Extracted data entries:

_ _ _

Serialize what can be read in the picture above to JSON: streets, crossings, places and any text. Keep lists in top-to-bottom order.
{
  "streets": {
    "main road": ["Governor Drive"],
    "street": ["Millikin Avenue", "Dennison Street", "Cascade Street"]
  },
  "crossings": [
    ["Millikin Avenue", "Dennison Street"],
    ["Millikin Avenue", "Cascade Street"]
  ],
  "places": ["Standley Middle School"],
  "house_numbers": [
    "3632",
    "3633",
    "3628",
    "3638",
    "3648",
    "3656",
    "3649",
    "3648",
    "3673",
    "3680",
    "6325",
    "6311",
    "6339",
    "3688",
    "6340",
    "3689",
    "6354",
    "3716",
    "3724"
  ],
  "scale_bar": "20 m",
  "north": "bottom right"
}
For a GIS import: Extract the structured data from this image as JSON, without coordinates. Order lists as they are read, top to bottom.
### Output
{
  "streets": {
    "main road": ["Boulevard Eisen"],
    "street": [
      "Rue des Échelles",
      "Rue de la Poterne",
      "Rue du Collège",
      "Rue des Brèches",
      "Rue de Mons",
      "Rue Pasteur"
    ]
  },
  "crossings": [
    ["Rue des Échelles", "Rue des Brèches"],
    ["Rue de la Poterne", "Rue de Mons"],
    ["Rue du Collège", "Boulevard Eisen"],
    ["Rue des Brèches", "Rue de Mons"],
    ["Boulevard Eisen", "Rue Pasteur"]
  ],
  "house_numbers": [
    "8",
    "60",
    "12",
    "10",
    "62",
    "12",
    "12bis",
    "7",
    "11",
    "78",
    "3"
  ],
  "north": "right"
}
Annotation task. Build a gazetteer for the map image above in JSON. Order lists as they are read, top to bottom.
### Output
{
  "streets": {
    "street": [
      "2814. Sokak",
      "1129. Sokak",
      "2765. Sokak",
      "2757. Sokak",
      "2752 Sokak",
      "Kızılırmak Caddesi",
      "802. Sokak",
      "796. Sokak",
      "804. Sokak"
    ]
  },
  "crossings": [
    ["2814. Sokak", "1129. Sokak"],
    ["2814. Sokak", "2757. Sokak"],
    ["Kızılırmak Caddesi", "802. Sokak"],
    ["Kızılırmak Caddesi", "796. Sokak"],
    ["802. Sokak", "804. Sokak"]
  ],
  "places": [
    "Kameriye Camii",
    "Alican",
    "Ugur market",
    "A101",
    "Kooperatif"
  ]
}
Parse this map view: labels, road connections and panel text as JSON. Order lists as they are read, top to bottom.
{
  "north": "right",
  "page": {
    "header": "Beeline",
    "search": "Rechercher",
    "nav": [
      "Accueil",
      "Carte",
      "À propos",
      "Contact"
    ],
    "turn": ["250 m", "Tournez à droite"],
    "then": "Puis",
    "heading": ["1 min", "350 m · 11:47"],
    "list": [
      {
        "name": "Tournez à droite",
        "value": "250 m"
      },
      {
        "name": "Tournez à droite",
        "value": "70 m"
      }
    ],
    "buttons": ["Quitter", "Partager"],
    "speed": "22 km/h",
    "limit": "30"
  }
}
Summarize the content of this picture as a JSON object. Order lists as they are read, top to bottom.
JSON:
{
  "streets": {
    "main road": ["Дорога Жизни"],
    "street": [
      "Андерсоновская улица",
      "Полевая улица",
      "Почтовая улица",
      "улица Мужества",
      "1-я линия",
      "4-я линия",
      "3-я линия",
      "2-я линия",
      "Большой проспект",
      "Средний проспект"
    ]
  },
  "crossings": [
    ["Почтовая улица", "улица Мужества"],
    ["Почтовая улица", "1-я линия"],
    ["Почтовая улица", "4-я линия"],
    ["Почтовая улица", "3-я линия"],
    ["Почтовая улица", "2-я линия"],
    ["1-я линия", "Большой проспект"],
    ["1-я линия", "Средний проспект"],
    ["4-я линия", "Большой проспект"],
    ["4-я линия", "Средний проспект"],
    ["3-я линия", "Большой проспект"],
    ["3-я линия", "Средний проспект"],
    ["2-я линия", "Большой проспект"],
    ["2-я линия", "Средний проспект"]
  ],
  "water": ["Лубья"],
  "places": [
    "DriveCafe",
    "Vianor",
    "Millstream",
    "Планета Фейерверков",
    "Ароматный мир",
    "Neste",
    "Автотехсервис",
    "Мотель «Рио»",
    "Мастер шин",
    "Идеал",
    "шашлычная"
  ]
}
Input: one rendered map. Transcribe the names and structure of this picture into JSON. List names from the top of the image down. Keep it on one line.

_ _ _

- Task description
The data above should be reproduced in full and exactly.

- Task result
Serialize what can be read in the picture above to JSON: streets, crossings, places and any text. Keep lists in top-to-bottom order.
{
  "streets": {
    "main road": ["Governor Drive"],
    "street": ["Millikin Avenue", "Dennison Street", "Cascade Street"]
  },
  "crossings": [
    ["Millikin Avenue", "Dennison Street"],
    ["Millikin Avenue", "Cascade Street"]
  ],
  "places": ["Standley Middle School"],
  "house_numbers": [
    "3632",
    "3633",
    "3628",
    "3638",
    "3648",
    "3656",
    "3649",
    "3648",
    "3673",
    "3680",
    "6325",
    "6311",
    "6339",
    "3688",
    "6340",
    "3689",
    "6354",
    "3716",
    "3724"
  ],
  "scale_bar": "20 m",
  "north": "bottom right"
}
For a GIS import: Extract the structured data from this image as JSON, without coordinates. Order lists as they are read, top to bottom.
### Output
{
  "streets": {
    "main road": ["Boulevard Eisen"],
    "street": [
      "Rue des Échelles",
      "Rue de la Poterne",
      "Rue du Collège",
      "Rue des Brèches",
      "Rue de Mons",
      "Rue Pasteur"
    ]
  },
  "crossings": [
    ["Rue des Échelles", "Rue des Brèches"],
    ["Rue de la Poterne", "Rue de Mons"],
    ["Rue du Collège", "Boulevard Eisen"],
    ["Rue des Brèches", "Rue de Mons"],
    ["Boulevard Eisen", "Rue Pasteur"]
  ],
  "house_numbers": [
    "8",
    "60",
    "12",
    "10",
    "62",
    "12",
    "12bis",
    "7",
    "11",
    "78",
    "3"
  ],
  "north": "right"
}
Annotation task. Build a gazetteer for the map image above in JSON. Order lists as they are read, top to bottom.
### Output
{
  "streets": {
    "street": [
      "2814. Sokak",
      "1129. Sokak",
      "2765. Sokak",
      "2757. Sokak",
      "2752 Sokak",
      "Kızılırmak Caddesi",
      "802. Sokak",
      "796. Sokak",
      "804. Sokak"
    ]
  },
  "crossings": [
    ["2814. Sokak", "1129. Sokak"],
    ["2814. Sokak", "2757. Sokak"],
    ["Kızılırmak Caddesi", "802. Sokak"],
    ["Kızılırmak Caddesi", "796. Sokak"],
    ["802. Sokak", "804. Sokak"]
  ],
  "places": [
    "Kameriye Camii",
    "Alican",
    "Ugur market",
    "A101",
    "Kooperatif"
  ]
}
Parse this map view: labels, road connections and panel text as JSON. Order lists as they are read, top to bottom.
{
  "north": "right",
  "page": {
    "header": "Beeline",
    "search": "Rechercher",
    "nav": [
      "Accueil",
      "Carte",
      "À propos",
      "Contact"
    ],
    "turn": ["250 m", "Tournez à droite"],
    "then": "Puis",
    "heading": ["1 min", "350 m · 11:47"],
    "list": [
      {
        "name": "Tournez à droite",
        "value": "250 m"
      },
      {
        "name": "Tournez à droite",
        "value": "70 m"
      }
    ],
    "buttons": ["Quitter", "Partager"],
    "speed": "22 km/h",
    "limit": "30"
  }
}
Summarize the content of this picture as a JSON object. Order lists as they are read, top to bottom.
JSON:
{
  "streets": {
    "main road": ["Дорога Жизни"],
    "street": [
      "Андерсоновская улица",
      "Полевая улица",
      "Почтовая улица",
      "улица Мужества",
      "1-я линия",
      "4-я линия",
      "3-я линия",
      "2-я линия",
      "Большой проспект",
      "Средний проспект"
    ]
  },
  "crossings": [
    ["Почтовая улица", "улица Мужества"],
    ["Почтовая улица", "1-я линия"],
    ["Почтовая улица", "4-я линия"],
    ["Почтовая улица", "3-я линия"],
    ["Почтовая улица", "2-я линия"],
    ["1-я линия", "Большой проспект"],
    ["1-я линия", "Средний проспект"],
    ["4-я линия", "Большой проспект"],
    ["4-я линия", "Средний проспект"],
    ["3-я линия", "Большой проспект"],
    ["3-я линия", "Средний проспект"],
    ["2-я линия", "Большой проспект"],
    ["2-я линия", "Средний проспект"]
  ],
  "water": ["Лубья"],
  "places": [
    "DriveCafe",
    "Vianor",
    "Millstream",
    "Планета Фейерверков",
    "Ароматный мир",
    "Neste",
    "Автотехсервис",
    "Мотель «Рио»",
    "Мастер шин",
    "Идеал",
    "шашлычная"
  ]
}
Input: one rendered map. Transcribe the names and structure of this picture into JSON. List names from the top of the image down. Keep it on one line.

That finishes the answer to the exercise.